The closing of World of Motion forced the reopening of Horizons, another Disney attraction that focused on the future of the family. It was closed in 1999.

Test Track pays tribute to World of Motion. The logo can be found on the entrance signs, outside banners, and trash cans. It is also visible inside the station on the backside of one of the posts. During the climactic outdoor speed portion, guests can spot a few signs. One of them has a picture of a futuristic city, which echoes a model of the same future city seen earlier in the ride right after the brake test. There is another sign located near the right turn.
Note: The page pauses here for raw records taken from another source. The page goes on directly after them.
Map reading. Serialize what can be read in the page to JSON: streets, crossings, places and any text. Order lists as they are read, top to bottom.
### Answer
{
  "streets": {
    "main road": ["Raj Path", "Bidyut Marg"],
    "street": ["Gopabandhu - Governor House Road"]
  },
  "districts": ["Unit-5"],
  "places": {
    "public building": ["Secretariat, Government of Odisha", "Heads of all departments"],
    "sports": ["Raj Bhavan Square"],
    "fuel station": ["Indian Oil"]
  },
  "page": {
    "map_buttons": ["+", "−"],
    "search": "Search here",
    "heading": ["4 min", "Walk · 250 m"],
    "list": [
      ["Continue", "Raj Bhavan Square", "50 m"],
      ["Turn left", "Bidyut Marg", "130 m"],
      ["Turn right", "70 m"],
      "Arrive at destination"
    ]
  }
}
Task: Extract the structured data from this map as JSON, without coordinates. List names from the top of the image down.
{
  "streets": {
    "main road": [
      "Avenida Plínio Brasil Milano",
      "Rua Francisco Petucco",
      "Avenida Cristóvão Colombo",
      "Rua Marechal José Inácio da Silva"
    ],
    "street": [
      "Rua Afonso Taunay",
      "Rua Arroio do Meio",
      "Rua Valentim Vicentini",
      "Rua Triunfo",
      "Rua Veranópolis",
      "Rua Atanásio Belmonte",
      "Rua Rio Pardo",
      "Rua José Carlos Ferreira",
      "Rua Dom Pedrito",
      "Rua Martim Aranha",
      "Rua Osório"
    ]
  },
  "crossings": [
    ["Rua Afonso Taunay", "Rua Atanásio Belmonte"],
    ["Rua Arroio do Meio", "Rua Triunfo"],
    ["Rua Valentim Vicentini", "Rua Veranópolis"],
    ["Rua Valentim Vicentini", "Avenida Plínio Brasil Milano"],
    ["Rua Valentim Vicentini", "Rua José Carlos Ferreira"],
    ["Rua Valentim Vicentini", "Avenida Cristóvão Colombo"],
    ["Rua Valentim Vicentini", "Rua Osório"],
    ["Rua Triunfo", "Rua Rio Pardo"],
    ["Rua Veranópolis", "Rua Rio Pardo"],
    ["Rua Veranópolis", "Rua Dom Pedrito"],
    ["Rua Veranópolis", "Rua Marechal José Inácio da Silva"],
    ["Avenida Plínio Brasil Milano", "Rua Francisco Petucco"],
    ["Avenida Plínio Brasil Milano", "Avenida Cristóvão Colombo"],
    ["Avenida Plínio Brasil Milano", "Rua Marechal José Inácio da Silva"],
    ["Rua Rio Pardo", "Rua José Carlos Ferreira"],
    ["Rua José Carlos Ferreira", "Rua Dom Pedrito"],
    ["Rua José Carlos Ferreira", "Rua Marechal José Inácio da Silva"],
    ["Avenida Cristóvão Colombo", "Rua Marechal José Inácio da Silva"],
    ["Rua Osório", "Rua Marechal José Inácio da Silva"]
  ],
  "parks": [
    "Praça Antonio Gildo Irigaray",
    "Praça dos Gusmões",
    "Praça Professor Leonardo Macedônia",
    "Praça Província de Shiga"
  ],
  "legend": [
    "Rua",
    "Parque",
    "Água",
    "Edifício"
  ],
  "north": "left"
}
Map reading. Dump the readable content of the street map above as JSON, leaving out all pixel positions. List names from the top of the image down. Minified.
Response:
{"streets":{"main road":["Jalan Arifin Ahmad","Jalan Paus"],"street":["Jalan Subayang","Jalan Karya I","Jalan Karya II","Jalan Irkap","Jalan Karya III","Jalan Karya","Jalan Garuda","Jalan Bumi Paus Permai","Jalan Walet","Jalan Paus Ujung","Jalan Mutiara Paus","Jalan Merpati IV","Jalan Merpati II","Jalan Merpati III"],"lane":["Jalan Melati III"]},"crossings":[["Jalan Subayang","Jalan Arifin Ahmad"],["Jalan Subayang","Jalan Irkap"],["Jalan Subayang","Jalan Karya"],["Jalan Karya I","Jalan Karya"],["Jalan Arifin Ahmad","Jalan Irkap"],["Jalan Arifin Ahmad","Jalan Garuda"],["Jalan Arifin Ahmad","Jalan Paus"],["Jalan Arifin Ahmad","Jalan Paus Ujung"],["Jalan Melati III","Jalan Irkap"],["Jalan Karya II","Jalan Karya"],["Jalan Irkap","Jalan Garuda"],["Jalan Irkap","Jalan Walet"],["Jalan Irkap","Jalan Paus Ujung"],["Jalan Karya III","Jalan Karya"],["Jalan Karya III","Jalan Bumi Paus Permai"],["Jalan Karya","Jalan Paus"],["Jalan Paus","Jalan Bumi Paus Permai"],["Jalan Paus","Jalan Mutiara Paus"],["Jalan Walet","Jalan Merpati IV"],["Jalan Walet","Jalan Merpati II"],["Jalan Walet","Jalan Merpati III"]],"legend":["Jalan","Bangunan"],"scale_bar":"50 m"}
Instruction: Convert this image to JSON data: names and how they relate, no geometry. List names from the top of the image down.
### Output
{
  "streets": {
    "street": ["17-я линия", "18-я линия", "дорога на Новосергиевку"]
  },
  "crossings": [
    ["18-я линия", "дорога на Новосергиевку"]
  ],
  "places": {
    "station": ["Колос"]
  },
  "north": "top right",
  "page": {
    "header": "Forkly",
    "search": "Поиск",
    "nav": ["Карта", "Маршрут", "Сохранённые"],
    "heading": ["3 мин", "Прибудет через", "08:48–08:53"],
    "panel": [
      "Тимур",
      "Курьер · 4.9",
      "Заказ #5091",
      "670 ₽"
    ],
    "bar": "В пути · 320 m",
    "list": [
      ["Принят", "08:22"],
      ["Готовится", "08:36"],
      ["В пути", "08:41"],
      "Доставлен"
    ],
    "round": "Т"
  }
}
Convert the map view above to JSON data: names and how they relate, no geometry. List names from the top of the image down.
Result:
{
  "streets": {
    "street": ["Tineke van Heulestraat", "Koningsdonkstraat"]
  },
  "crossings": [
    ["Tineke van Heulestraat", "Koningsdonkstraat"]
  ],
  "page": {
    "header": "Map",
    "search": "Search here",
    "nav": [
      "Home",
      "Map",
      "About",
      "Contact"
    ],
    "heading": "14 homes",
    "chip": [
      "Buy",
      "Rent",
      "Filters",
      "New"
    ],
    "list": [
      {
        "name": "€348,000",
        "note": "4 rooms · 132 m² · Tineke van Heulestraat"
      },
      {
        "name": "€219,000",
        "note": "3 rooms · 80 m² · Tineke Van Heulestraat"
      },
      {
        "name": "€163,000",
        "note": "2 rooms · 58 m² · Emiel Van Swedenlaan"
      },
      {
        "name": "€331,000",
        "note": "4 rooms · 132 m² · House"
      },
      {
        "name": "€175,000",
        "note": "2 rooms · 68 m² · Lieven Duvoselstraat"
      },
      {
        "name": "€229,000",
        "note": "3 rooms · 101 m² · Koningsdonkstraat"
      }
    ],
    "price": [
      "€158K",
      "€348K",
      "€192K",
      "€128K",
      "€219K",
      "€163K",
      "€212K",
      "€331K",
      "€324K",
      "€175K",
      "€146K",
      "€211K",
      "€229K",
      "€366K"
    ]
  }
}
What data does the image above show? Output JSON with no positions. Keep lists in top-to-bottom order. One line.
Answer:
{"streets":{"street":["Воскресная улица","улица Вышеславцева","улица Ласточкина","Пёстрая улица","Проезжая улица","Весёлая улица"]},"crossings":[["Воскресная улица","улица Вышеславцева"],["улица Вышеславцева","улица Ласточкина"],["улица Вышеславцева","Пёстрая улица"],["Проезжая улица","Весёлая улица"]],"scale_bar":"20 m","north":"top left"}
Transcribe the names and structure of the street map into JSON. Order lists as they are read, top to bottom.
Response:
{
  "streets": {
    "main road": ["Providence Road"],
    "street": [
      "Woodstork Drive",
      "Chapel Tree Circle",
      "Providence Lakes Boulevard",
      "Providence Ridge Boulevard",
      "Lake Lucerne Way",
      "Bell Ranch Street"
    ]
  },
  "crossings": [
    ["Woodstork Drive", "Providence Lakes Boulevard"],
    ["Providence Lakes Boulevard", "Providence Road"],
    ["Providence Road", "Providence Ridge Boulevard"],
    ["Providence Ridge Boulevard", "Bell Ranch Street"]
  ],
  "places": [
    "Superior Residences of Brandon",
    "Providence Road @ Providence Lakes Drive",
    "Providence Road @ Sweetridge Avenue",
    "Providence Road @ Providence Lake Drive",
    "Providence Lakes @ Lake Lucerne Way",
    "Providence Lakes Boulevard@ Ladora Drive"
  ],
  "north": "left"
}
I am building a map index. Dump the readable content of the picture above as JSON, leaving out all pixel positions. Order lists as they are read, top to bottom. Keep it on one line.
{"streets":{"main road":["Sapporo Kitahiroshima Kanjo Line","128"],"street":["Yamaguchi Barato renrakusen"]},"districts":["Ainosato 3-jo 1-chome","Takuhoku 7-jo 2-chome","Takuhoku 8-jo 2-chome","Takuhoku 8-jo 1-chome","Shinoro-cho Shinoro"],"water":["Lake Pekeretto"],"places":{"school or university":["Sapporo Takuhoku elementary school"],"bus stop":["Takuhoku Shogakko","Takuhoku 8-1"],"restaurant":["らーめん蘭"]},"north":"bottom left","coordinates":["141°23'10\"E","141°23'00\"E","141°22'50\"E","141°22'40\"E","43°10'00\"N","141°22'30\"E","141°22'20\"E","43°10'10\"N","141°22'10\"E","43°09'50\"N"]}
It contains the World of Motion logo and the "FN2BFRE" text, which is a reference to the theme song heard in the attraction.

== Sponsor==
Pavilion sponsor General Motors signed a 10-year sponsorship contract in December 1977. When the second contract finished in 1992, and with a slumping economy GM agreed only to one-year contracts and wanted Disney Imagineering to work on a new attraction. GM insisted that the new ride would focus only on cars, as opposed to the general concept of transportation. The marketing department wanted to strongly promote their cars. GM was the sponsor for the whole run of the attraction.

==Soundtrack==
The theme song for the ride was "It's Fun to Be Free", written by X Atencio ("Yo Ho (A Pirate's Life for Me)" from Pirates of the Caribbean and "Grim Grinning Ghosts" from The Haunted Mansion), and Buddy Baker, another legendary Disney composer. The song was played throughout the ride (and queue area) with music changing to reflect the different time periods as the ride progressed through the various scenes.

The song can be found on The Official Album of Disneyland and Walt Disney World (1991) and Official Album: The Happiest Celebration on Earth – Walt Disney World Resort Album.